INSTRUCTIONS TO FOLLOW – In the records below, find the line containing "<!-- far-neighbourhood labels -->", then reproduce that line and every one after it to the end, exactly and alone.

(Stored data entries)
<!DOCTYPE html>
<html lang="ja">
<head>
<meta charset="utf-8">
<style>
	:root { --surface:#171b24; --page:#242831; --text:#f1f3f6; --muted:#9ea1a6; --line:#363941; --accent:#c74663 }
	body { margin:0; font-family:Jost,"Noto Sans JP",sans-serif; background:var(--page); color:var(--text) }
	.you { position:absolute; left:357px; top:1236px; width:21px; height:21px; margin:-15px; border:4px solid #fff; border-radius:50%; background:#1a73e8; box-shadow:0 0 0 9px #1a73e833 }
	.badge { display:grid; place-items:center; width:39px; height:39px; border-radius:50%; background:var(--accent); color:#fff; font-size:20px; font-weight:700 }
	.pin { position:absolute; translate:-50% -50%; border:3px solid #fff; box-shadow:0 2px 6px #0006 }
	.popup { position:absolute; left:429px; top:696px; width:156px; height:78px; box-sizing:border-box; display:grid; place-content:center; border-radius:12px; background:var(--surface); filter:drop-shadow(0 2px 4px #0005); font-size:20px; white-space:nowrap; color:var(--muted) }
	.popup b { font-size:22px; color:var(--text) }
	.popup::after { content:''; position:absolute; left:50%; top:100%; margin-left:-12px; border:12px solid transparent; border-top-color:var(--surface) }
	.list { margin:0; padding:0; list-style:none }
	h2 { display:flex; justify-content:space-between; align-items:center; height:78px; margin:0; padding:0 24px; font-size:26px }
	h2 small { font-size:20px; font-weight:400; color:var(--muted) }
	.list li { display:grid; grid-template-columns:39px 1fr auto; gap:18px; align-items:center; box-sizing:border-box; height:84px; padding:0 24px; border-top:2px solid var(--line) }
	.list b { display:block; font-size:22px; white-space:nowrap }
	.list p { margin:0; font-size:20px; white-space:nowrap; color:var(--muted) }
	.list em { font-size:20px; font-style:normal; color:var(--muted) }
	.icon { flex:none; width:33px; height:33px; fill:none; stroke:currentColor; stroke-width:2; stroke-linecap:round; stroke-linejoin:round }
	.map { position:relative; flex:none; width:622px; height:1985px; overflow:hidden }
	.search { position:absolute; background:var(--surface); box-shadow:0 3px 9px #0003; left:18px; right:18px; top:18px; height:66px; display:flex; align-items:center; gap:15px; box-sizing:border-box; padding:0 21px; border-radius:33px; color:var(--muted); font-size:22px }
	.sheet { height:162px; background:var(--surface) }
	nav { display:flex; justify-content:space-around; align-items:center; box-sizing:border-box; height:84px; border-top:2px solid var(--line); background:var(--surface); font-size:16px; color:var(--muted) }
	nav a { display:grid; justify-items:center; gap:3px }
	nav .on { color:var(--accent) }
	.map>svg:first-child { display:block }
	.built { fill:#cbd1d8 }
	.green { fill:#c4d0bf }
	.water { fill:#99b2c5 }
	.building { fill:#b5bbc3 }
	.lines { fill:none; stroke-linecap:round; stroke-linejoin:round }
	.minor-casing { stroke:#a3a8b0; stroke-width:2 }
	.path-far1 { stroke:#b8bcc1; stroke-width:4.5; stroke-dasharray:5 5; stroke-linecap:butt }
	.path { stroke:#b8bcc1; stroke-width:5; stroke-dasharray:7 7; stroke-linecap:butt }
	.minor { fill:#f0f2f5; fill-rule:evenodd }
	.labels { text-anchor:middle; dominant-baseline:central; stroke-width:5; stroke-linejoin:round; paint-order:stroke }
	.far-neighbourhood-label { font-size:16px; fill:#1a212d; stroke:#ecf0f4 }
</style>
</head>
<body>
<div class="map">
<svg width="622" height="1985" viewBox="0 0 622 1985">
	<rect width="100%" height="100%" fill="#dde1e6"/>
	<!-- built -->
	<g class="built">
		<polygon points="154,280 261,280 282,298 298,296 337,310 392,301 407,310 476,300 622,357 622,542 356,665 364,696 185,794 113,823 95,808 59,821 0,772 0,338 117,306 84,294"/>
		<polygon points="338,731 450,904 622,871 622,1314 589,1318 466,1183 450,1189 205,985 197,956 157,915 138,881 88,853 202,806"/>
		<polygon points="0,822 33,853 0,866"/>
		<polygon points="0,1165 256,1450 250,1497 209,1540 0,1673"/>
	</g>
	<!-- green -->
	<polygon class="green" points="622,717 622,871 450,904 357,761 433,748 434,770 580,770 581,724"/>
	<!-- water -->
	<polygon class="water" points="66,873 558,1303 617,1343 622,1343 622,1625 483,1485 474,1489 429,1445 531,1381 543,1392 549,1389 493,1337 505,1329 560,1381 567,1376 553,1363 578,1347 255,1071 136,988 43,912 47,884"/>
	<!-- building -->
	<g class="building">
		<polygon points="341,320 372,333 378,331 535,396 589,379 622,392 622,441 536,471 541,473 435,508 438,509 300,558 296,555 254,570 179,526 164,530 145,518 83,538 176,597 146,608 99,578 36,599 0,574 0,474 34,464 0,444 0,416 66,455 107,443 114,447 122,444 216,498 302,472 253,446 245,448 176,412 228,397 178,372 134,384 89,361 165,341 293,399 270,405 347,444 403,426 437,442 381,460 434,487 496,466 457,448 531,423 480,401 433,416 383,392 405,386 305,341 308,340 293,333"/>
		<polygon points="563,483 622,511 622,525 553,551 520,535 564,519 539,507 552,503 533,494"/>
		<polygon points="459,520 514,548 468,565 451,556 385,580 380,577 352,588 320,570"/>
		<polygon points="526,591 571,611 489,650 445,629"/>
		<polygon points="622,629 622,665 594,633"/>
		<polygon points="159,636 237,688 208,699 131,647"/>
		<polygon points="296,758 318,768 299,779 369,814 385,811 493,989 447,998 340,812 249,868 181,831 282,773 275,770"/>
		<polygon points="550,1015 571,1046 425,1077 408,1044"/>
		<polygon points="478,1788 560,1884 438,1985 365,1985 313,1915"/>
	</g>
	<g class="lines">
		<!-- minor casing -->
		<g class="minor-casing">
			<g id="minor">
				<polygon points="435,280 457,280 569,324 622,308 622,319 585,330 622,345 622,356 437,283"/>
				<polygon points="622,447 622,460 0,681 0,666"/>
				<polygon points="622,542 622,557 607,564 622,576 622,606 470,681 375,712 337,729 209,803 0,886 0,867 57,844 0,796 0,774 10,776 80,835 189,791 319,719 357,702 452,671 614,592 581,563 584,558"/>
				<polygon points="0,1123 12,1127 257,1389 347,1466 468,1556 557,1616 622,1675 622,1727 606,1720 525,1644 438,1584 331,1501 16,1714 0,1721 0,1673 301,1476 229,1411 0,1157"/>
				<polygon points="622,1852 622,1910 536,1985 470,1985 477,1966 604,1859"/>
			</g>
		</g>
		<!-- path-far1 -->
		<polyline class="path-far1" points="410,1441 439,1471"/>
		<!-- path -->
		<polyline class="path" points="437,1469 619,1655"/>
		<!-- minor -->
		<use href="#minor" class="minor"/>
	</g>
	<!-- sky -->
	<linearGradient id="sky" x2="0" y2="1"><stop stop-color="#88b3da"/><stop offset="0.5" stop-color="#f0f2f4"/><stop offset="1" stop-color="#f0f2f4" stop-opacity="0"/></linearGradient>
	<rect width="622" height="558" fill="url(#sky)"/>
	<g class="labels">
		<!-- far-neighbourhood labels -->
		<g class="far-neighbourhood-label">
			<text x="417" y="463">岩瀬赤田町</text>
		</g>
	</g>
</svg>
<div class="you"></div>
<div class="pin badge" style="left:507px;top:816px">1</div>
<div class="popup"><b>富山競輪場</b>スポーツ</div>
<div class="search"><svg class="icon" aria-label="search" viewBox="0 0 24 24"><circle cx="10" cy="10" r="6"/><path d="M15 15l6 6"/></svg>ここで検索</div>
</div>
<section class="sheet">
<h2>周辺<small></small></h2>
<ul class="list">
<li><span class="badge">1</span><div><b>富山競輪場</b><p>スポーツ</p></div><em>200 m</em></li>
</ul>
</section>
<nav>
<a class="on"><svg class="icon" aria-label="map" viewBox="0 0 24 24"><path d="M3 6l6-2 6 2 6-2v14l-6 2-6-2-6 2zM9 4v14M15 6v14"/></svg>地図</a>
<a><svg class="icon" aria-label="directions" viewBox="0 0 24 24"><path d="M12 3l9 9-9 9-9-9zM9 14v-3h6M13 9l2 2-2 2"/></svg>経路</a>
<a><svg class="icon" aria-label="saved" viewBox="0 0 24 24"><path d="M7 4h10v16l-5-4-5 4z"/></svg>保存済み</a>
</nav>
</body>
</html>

THE COMPLETED TASK –
		<!-- far-neighbourhood labels -->
		<g class="far-neighbourhood-label">
			<text x="417" y="463">岩瀬赤田町</text>
		</g>
	</g>
</svg>
<div class="you"></div>
<div class="pin badge" style="left:507px;top:816px">1</div>
<div class="popup"><b>富山競輪場</b>スポーツ</div>
<div class="search"><svg class="icon" aria-label="search" viewBox="0 0 24 24"><circle cx="10" cy="10" r="6"/><path d="M15 15l6 6"/></svg>ここで検索</div>
</div>
<section class="sheet">
<h2>周辺<small></small></h2>
<ul class="list">
<li><span class="badge">1</span><div><b>富山競輪場</b><p>スポーツ</p></div><em>200 m</em></li>
</ul>
</section>
<nav>
<a class="on"><svg class="icon" aria-label="map" viewBox="0 0 24 24"><path d="M3 6l6-2 6 2 6-2v14l-6 2-6-2-6 2zM9 4v14M15 6v14"/></svg>地図</a>
<a><svg class="icon" aria-label="directions" viewBox="0 0 24 24"><path d="M12 3l9 9-9 9-9-9zM9 14v-3h6M13 9l2 2-2 2"/></svg>経路</a>
<a><svg class="icon" aria-label="saved" viewBox="0 0 24 24"><path d="M7 4h10v16l-5-4-5 4z"/></svg>保存済み</a>
</nav>
</body>
</html>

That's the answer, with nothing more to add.